**Record excerpts:**
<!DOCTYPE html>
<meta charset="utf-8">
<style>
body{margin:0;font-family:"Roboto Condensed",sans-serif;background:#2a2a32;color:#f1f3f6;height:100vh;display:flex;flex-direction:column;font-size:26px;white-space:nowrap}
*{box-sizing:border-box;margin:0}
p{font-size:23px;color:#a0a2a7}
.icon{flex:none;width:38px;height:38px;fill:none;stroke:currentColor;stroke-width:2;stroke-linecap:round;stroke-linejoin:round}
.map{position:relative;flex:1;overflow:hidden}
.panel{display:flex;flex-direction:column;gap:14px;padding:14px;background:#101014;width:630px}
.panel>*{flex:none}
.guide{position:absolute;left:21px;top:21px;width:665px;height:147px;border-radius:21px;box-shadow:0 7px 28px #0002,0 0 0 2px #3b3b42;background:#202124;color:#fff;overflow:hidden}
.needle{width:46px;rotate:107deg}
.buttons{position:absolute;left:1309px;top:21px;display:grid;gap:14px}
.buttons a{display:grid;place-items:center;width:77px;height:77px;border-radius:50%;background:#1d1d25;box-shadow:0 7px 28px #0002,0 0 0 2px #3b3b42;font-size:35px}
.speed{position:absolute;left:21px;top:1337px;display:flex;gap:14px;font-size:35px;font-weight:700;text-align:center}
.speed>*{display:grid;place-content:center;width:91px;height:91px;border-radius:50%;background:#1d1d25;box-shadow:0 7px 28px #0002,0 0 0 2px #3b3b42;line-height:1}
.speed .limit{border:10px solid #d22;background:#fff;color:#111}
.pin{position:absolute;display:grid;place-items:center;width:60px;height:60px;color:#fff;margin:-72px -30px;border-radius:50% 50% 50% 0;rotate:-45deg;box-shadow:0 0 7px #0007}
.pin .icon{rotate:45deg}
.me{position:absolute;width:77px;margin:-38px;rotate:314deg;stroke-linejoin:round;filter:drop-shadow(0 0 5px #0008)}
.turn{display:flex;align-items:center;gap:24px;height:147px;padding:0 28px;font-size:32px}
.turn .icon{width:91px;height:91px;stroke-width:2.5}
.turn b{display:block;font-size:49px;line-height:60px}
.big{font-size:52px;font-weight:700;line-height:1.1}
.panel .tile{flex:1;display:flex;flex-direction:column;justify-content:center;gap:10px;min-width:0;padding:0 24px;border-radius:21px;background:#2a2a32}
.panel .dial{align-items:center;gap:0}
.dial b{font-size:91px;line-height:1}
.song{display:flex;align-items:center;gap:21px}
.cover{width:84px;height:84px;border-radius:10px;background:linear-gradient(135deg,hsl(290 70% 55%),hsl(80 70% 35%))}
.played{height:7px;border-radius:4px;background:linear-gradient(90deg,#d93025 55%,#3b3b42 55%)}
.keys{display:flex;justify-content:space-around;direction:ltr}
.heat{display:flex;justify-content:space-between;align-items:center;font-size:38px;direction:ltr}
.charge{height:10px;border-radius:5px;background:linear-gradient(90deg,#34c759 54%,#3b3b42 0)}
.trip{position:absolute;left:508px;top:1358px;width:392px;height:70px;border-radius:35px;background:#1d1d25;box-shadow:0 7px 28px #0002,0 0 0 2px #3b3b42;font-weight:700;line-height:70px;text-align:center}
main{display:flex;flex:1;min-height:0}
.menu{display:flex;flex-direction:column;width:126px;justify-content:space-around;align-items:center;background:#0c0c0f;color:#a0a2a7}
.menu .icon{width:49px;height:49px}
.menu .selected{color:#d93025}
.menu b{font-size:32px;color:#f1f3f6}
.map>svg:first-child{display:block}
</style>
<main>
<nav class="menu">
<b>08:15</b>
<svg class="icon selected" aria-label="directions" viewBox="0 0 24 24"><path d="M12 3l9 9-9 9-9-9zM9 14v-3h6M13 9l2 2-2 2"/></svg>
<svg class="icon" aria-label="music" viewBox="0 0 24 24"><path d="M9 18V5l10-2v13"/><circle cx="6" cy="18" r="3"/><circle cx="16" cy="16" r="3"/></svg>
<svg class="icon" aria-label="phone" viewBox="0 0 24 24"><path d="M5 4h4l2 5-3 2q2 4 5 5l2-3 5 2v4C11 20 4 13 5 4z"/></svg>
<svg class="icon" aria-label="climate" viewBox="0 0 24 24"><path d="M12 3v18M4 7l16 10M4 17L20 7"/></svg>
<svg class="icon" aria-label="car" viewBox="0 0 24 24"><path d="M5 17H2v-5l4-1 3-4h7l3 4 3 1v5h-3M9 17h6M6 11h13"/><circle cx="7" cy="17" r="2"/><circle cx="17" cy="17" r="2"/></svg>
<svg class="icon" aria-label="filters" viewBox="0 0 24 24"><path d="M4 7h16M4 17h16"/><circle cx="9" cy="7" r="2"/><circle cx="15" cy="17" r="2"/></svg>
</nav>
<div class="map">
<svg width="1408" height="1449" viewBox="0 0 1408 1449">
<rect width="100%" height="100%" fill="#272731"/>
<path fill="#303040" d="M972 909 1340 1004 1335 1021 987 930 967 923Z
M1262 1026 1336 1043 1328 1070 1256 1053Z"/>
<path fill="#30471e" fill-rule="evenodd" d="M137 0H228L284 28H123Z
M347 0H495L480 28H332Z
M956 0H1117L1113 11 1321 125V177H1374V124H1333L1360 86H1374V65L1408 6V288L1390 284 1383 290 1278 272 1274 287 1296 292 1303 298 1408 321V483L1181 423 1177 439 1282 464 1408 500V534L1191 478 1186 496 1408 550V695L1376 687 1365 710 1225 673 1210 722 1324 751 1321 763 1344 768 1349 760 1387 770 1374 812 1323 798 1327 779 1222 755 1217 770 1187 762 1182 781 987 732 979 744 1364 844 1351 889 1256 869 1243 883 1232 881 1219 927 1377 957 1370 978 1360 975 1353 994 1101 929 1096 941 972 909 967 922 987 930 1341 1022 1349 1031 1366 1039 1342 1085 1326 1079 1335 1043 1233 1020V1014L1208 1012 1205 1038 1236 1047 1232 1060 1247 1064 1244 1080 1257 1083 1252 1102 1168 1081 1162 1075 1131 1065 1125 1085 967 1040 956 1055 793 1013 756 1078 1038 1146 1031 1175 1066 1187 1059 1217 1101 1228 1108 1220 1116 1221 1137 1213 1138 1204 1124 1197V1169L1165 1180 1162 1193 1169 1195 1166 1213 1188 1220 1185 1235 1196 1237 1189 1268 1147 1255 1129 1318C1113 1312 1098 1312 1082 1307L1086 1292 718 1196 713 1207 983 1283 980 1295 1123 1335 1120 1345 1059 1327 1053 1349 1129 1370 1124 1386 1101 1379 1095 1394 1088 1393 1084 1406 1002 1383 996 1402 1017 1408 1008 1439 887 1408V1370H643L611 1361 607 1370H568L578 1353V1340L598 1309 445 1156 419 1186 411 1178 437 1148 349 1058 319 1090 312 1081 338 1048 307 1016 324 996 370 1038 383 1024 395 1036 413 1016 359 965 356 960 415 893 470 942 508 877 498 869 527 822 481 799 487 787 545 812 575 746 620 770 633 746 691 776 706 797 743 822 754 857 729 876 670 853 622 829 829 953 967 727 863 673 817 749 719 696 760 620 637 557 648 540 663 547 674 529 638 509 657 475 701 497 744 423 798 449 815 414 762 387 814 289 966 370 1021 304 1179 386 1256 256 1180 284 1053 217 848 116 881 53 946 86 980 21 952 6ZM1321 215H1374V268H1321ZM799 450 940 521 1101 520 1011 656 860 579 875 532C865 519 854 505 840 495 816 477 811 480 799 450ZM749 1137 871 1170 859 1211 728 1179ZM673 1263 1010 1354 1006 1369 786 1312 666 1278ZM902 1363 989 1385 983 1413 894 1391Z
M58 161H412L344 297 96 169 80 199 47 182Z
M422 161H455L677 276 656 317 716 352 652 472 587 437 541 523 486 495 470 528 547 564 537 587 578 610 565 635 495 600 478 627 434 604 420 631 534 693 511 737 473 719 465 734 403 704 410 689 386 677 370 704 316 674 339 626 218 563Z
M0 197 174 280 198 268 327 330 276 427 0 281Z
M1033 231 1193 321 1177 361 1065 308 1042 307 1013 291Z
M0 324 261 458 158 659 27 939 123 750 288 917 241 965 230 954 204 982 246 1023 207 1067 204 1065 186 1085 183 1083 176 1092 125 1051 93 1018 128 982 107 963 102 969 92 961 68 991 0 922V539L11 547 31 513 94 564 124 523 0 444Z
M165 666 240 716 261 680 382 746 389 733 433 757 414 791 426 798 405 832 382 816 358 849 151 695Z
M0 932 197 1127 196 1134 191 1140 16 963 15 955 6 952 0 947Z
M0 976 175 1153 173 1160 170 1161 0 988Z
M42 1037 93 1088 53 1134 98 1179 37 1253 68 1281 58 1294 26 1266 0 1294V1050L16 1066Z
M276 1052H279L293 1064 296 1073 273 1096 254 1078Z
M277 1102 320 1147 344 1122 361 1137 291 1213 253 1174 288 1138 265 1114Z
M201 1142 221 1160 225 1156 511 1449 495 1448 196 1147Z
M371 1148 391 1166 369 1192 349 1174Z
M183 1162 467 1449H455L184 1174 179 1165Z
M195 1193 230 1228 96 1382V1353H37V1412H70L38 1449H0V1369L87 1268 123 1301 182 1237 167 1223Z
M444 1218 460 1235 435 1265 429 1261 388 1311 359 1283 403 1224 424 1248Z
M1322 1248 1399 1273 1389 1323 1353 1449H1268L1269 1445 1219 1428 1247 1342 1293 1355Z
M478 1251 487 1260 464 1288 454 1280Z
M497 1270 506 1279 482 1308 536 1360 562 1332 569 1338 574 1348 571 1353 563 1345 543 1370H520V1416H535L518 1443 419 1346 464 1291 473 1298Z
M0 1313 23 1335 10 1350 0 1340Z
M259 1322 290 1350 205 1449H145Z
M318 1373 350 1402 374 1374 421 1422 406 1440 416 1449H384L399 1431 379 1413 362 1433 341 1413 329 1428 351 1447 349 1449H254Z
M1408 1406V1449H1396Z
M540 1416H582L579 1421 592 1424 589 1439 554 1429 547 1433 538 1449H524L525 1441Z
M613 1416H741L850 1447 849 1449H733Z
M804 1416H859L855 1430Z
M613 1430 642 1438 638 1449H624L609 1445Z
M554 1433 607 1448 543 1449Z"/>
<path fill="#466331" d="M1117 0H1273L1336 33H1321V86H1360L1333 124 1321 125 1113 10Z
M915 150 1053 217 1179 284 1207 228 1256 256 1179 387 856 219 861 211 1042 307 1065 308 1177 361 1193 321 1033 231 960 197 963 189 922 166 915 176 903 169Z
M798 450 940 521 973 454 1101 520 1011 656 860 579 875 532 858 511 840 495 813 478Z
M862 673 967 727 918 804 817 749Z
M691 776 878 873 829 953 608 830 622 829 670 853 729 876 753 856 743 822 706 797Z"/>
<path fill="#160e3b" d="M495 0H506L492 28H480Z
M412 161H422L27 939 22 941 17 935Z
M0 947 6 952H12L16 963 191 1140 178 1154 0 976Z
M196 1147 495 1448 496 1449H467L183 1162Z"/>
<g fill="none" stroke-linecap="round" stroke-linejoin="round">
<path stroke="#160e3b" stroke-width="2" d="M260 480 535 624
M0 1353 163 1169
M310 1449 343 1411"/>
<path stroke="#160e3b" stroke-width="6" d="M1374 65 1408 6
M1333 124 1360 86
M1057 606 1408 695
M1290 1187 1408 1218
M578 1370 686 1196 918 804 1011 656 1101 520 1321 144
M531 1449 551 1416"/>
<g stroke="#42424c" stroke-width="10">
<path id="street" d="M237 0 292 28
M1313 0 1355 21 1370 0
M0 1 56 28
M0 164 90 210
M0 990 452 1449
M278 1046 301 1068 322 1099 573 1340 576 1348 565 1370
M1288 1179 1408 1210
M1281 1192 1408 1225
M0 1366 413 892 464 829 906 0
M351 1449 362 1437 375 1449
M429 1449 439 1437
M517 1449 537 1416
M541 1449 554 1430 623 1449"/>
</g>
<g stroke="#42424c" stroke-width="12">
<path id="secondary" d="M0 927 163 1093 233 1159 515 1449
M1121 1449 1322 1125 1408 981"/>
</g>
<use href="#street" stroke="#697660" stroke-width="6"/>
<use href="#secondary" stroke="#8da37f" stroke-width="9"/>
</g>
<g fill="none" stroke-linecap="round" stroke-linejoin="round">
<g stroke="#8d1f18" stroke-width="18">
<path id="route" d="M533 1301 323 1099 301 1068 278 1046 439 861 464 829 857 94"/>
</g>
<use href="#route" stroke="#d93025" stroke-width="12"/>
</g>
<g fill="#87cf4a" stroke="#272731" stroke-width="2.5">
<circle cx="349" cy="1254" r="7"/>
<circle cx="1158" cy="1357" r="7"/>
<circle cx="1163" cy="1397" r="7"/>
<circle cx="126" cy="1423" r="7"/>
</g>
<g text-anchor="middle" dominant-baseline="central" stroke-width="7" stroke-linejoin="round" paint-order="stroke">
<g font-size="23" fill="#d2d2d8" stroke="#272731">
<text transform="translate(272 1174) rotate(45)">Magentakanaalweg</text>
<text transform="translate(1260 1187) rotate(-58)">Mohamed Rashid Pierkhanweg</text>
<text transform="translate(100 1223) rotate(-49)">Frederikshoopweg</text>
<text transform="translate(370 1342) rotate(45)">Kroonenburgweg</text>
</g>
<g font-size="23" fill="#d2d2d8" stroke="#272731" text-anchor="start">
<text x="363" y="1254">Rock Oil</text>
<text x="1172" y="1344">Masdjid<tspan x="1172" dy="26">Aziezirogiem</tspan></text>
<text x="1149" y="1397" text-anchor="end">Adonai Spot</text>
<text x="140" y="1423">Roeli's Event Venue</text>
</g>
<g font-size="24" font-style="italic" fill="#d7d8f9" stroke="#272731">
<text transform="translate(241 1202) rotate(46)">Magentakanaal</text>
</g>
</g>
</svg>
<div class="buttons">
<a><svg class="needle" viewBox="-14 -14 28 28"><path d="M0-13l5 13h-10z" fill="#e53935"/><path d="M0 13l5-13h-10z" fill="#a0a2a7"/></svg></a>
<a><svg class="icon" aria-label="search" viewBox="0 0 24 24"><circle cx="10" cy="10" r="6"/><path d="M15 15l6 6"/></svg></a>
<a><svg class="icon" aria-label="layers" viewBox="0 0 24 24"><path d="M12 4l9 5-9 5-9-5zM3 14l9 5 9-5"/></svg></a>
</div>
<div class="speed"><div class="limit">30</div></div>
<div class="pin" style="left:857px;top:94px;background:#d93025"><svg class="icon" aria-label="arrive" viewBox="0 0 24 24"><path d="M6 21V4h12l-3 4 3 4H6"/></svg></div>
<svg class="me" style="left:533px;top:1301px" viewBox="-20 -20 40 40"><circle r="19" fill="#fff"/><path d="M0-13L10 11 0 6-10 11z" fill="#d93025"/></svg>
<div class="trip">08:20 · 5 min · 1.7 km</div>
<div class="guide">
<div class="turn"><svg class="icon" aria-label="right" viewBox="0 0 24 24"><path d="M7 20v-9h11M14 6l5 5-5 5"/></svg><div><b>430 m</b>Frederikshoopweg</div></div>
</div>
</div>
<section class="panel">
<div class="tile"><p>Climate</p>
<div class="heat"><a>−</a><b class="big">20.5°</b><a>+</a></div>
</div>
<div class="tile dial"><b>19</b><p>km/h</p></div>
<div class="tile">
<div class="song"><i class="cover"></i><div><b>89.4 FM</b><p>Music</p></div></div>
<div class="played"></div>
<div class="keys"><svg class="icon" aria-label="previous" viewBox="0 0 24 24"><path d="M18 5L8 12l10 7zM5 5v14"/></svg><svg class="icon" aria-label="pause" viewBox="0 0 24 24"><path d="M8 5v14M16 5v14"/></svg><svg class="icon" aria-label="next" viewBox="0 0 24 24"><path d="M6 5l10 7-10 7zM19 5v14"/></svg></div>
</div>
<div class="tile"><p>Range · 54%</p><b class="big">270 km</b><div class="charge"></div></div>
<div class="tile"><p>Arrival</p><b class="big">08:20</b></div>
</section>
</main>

**About this exercise:**
Where a line in the records above holds the string "song", it counts toward the total; give that total alone.

**Result of this exercise:**
2